## TASK DETAILS
Lines containing the word "align" in the data below: say how many, with no other text.

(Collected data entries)
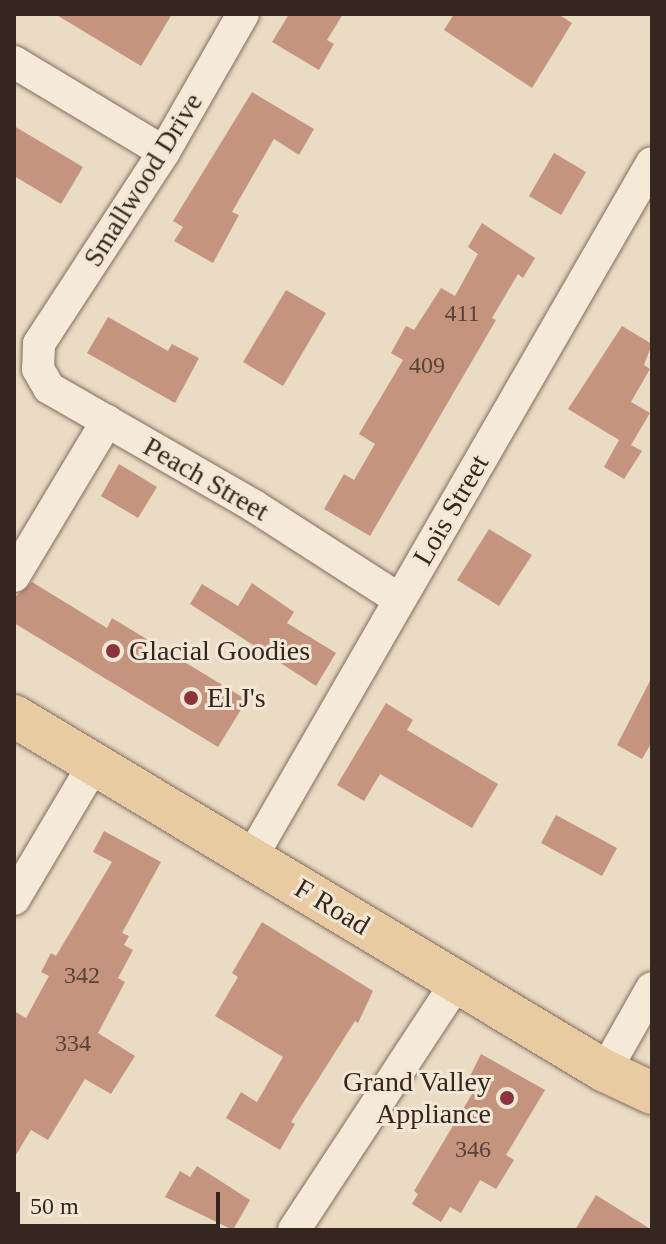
<!DOCTYPE html>
<style>
body{margin:0}
#map{position:relative;width:666px;height:1244px;overflow:hidden;background:#eadbc5;font-family:"Times New Roman",serif}
div>[style]{position:absolute}
.building>*{inset:0;background:#c4947f}
.roads{filter:drop-shadow(0 0 2px #836d5d) drop-shadow(0 0 2px #836d5d)}
.minor>*{height:32px;margin:-16px;padding:0 16px;transform-origin:16px;border-radius:16px;background:#f5e9d8}
.major>*{height:42px;margin:-21px;padding:0 21px;transform-origin:21px;border-radius:21px;background:#e9cba1}
.dots>*{width:22px;height:22px;translate:-50% -50%;box-sizing:border-box;border:4px solid #f2e6d4;border-radius:50%}
span{translate:-50% -50%;white-space:nowrap;text-align:center;line-height:1.15;-webkit-text-stroke:6px #f2e6d4;paint-order:stroke}
.number-label{font-size:24px;color:#594237}
.number-label span{-webkit-text-stroke-width:0}
.street-label{font-size:28px;color:#35271f}
.poi-label{font-size:28px;color:#35271f}
.left{translate:0 -50%;text-align:left}
.right{translate:-100% -50%;text-align:right}
.frame{position:absolute;inset:0;border:16px solid #35271f;pointer-events:none}
.scale{position:absolute;left:16px;top:1192px;width:204px;height:36px;box-sizing:border-box;border:4px solid #35271f;border-top:0;padding-left:10px;font-size:24px;line-height:28px;white-space:nowrap;color:#35271f;-webkit-text-stroke:6px #f2e6d4;paint-order:stroke}
</style>
<div id="map">
<div class="building">
<div style="clip-path:polygon(55px 14px,172px 14px,141px 66px)"></div>
<div style="clip-path:polygon(289px 14px,343px 14px,327px 40px,334px 44px,319px 70px,272px 42px)"></div>
<div style="clip-path:polygon(454px 14px,558px 14px,572px 23px,532px 88px,444px 30px)"></div>
<div style="clip-path:polygon(252px 92px,314px 129px,299px 155px,274px 139px,232px 212px,239px 215px,213px 263px,174px 241px,183px 227px,173px 221px)"></div>
<div style="clip-path:polygon(14px 126px,83px 167px,61px 204px,14px 176px)"></div>
<div style="clip-path:polygon(554px 153px,586px 172px,561px 215px,529px 196px)"></div>
<div style="clip-path:polygon(482px 223px,535px 258px,523px 278px,518px 274px,492px 318px,496px 320px,370px 536px,324px 509px,344px 474px,354px 480px,375px 444px,359px 434px,403px 360px,391px 353px,406px 326px,414px 330px,441px 288px,455px 296px,478px 254px,468px 247px)"></div>
<div style="clip-path:polygon(286px 290px,326px 313px,283px 386px,243px 362px)"></div>
<div style="clip-path:polygon(108px 317px,168px 351px,172px 344px,199px 358px,175px 403px,87px 353px)"></div>
<div style="clip-path:polygon(622px 326px,652px 344px,644px 365px,650px 369px,631px 402px,650px 413px,631px 445px,642px 451px,624px 479px,604px 467px,619px 440px,568px 409px)"></div>
<div style="clip-path:polygon(119px 464px,157px 487px,138px 518px,101px 496px)"></div>
<div style="clip-path:polygon(489px 529px,532px 555px,499px 606px,457px 580px)"></div>
<div style="clip-path:polygon(32px 582px,107px 628px,112px 618px,247px 700px,218px 747px,14px 623px,14px 598px)"></div>
<div style="clip-path:polygon(252px 583px,294px 612px,287px 623px,336px 653px,316px 686px,190px 604px,202px 584px,238px 606px)"></div>
<div style="clip-path:polygon(652px 677px,652px 742px,642px 759px,617px 745px)"></div>
<div style="clip-path:polygon(386px 703px,413px 720px,407px 730px,498px 784px,472px 828px,380px 774px,364px 801px,337px 785px)"></div>
<div style="clip-path:polygon(556px 815px,617px 848px,602px 876px,541px 843px)"></div>
<div style="clip-path:polygon(104px 831px,161px 862px,122px 933px,129px 936px,124px 945px,133px 950px,118px 978px,125px 982px,98px 1033px,135px 1056px,111px 1094px,85px 1079px,48px 1140px,31px 1130px,14px 1158px,14px 1011px,26px 1018px,49px 976px,41px 972px,51px 953px,56px 956px,112px 862px,93px 852px)"></div>
<div style="clip-path:polygon(262px 922px,373px 991px,358px 1023px,355px 1021px,291px 1122px,295px 1124px,280px 1150px,226px 1118px,241px 1092px,257px 1102px,283px 1057px,215px 1016px,238px 977px,232px 973px)"></div>
<div style="clip-path:polygon(481px 1054px,545px 1090px,506px 1155px,514px 1160px,496px 1189px,480px 1180px,461px 1213px,450px 1207px,441px 1222px,412px 1204px,418px 1194px,414px 1191px,475px 1089px,466px 1084px)"></div>
<div style="clip-path:polygon(197px 1166px,250px 1200px,233px 1230px,165px 1197px,180px 1171px,190px 1177px)"></div>
<div style="clip-path:polygon(596px 1195px,652px 1230px,575px 1230px)"></div>
</div>
<div class="roads">
<div class="minor">
<div style="left:243px;top:14px;width:159px;rotate:119.8deg"></div>
<div style="left:164px;top:152px;width:229px;rotate:123.1deg"></div>
<div style="left:39px;top:344px;width:25px;rotate:92deg"></div>
<div style="left:38px;top:369px;width:22px;rotate:60deg"></div>
<div style="left:49px;top:388px;width:237px;rotate:29.9deg"></div>
<div style="left:254px;top:506px;width:172px;rotate:32.7deg"></div>
<div style="left:14px;top:62px;width:175px;rotate:31deg"></div>
<div style="left:14px;top:576px;width:181px;rotate:-59deg"></div>
<div style="left:251px;top:858px;width:802px;rotate:-60.02deg"></div>
<div style="left:14px;top:899px;width:157px;rotate:-59.3deg"></div>
<div style="left:605px;top:1071px;width:95px;rotate:-60.5deg"></div>
<div style="left:294px;top:1230px;width:297px;rotate:-56.7deg"></div>
</div>
<div class="major">
<div style="left:14px;top:716px;width:689px;rotate:30.99deg"></div>
<div style="left:605px;top:1071px;width:52px;rotate:25.1deg"></div>
</div>
</div>
<div class="dots">
<div style="left:113px;top:651px;background:#8c333d"></div>
<div style="left:191px;top:698px;background:#8c333d"></div>
<div style="left:507px;top:1098px;background:#8c333d"></div>
</div>
<div class="number-label">
<span style="left:462px;top:314px">411</span>
<span style="left:427px;top:366px">409</span>
<span style="left:82px;top:976px">342</span>
<span style="left:73px;top:1044px">334</span>
<span style="left:473px;top:1150px">346</span>
</div>
<div class="street-label">
<span style="left:143px;top:180px;rotate:-58deg">Smallwood Drive</span>
<span style="left:206px;top:479px;rotate:30deg">Peach Street</span>
<span style="left:451px;top:510px;rotate:-60deg">Lois Street</span>
<span style="left:332px;top:907px;rotate:31deg">F Road</span>
</div>
<div class="poi-label">
<span class="left" style="left:129px;top:651px">Glacial Goodies</span>
<span class="left" style="left:207px;top:698px">El J's</span>
<span class="right" style="left:491px;top:1098px">Grand Valley<br>Appliance</span>
</div>
<div class="frame"></div>
<div class="scale">50 m</div>
</div>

## WRITTEN ANSWER
3